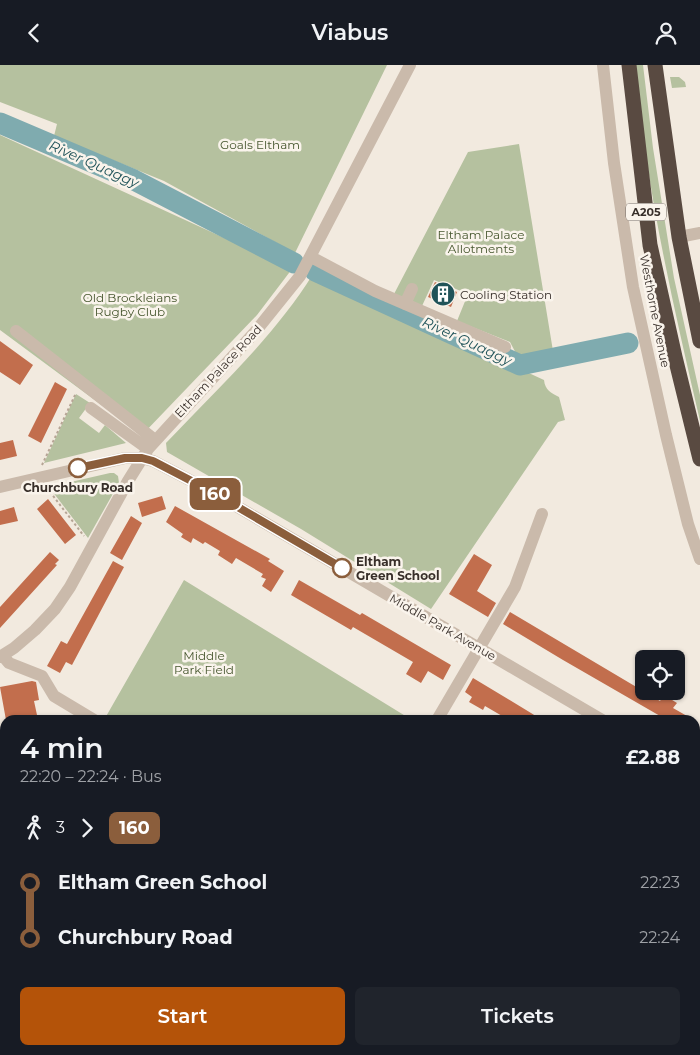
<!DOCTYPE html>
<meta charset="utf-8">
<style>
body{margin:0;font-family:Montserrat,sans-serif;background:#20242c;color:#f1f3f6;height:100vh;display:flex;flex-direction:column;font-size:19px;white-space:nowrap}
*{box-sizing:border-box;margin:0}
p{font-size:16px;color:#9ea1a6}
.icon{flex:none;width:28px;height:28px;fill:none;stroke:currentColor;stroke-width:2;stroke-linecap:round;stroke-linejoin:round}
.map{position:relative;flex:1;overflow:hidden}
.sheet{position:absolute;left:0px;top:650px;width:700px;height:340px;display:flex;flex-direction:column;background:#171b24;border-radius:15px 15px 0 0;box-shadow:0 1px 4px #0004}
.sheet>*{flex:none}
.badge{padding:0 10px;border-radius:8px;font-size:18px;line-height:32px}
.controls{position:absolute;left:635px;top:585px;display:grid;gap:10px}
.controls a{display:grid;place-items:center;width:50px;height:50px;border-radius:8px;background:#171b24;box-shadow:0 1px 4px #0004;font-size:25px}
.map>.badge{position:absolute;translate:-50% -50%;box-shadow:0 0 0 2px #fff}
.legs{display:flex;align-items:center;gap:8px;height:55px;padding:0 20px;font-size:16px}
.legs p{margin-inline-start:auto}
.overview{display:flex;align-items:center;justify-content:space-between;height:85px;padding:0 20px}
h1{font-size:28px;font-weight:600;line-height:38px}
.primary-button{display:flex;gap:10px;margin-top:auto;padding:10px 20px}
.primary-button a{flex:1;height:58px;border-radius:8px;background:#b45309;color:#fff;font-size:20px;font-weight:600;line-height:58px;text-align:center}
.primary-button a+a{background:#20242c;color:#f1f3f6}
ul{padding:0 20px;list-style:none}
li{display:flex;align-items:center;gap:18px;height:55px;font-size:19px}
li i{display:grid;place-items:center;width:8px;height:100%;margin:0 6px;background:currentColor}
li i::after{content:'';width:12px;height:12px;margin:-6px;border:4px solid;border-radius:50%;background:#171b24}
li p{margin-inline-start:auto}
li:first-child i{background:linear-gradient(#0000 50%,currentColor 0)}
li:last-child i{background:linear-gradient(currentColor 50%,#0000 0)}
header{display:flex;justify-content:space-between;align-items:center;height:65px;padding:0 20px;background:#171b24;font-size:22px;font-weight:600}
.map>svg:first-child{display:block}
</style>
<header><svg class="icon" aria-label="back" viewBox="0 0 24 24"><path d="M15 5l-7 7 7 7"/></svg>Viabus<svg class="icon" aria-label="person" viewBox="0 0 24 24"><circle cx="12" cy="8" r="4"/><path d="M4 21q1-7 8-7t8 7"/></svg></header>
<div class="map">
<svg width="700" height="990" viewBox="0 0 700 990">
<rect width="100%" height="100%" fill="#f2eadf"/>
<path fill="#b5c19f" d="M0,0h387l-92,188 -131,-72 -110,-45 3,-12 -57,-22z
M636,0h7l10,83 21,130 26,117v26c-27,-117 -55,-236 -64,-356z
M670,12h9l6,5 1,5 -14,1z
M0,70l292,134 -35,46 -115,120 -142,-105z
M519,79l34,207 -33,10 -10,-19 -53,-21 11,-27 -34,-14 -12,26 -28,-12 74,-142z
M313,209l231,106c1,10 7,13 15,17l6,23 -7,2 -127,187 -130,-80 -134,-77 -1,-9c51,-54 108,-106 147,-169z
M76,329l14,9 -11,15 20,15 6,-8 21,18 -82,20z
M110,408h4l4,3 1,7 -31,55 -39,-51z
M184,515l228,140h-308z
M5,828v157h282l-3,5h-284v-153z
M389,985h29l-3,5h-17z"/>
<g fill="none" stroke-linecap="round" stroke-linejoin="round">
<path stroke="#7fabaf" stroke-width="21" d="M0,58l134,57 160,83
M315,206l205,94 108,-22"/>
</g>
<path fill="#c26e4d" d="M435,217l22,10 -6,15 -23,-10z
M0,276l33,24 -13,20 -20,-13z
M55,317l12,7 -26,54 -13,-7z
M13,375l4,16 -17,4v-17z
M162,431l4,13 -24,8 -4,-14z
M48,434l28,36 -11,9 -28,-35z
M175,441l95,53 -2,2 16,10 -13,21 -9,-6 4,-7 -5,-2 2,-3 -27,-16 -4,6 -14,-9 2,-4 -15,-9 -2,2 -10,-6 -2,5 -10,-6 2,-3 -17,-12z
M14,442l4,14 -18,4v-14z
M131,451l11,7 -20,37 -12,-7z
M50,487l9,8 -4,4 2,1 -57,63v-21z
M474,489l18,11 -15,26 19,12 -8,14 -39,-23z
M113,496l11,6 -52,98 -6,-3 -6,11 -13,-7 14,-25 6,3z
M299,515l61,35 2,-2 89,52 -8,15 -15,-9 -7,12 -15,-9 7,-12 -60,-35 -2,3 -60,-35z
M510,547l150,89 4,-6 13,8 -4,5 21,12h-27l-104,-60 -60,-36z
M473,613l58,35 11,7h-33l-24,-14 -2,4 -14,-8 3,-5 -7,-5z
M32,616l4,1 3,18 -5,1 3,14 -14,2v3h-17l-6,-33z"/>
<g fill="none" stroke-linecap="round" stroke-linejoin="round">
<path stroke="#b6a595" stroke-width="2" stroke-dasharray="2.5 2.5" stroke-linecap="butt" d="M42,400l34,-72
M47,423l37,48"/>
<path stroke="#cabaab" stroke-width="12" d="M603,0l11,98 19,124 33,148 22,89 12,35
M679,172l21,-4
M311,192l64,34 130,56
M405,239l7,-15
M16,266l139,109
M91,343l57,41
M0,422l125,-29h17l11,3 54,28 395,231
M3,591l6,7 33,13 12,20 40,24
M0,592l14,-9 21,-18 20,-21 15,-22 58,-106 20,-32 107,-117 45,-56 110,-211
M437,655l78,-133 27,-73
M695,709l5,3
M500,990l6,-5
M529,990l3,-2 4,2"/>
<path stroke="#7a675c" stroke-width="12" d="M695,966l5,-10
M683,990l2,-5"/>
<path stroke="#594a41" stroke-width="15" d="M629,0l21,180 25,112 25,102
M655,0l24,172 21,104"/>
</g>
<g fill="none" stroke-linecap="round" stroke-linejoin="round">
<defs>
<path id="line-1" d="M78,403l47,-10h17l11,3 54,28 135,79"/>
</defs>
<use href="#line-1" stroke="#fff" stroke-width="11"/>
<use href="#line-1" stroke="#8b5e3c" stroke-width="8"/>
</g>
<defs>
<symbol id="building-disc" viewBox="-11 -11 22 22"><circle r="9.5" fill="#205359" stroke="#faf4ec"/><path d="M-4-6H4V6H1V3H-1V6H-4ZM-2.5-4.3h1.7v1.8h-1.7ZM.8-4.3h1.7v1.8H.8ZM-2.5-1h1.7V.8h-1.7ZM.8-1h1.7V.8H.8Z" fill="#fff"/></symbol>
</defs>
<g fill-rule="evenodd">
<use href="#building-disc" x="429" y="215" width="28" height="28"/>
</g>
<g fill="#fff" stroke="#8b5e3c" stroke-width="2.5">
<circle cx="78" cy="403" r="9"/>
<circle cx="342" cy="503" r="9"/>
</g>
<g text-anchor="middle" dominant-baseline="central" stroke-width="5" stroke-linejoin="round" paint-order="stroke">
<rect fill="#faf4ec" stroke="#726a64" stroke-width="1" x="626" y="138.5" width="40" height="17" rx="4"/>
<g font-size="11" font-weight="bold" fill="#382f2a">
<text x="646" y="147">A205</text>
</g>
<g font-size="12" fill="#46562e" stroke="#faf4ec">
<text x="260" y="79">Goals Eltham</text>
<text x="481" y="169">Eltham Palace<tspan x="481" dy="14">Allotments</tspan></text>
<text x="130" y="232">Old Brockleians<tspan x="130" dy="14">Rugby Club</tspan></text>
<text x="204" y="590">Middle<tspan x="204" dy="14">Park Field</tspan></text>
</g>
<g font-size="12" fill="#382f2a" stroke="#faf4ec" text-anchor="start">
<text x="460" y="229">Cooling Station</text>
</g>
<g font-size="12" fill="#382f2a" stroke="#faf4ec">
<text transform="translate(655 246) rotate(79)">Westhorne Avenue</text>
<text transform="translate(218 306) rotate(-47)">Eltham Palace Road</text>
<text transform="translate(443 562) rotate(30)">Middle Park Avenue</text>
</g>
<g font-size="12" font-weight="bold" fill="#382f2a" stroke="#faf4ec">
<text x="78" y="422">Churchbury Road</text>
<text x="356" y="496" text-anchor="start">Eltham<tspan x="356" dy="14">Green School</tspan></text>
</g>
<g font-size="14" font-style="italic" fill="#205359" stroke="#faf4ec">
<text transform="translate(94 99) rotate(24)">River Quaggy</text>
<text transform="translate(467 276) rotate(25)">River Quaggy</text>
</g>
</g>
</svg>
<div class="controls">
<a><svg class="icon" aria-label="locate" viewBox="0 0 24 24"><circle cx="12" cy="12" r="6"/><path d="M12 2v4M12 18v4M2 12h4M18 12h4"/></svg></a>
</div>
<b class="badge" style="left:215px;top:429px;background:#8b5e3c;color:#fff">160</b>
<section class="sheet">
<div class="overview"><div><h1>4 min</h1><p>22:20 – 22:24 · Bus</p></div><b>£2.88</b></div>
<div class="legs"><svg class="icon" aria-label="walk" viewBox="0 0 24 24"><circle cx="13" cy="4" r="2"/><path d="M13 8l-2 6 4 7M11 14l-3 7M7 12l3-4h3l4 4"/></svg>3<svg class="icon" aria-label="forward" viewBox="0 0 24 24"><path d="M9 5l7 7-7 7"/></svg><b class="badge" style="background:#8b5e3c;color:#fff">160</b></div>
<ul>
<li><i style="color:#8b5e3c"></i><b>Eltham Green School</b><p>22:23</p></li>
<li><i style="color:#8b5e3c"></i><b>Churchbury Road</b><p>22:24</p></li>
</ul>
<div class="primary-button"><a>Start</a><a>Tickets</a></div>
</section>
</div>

Action item
Your answer should be one number: how many lines above include the word "controls".

Answer box
3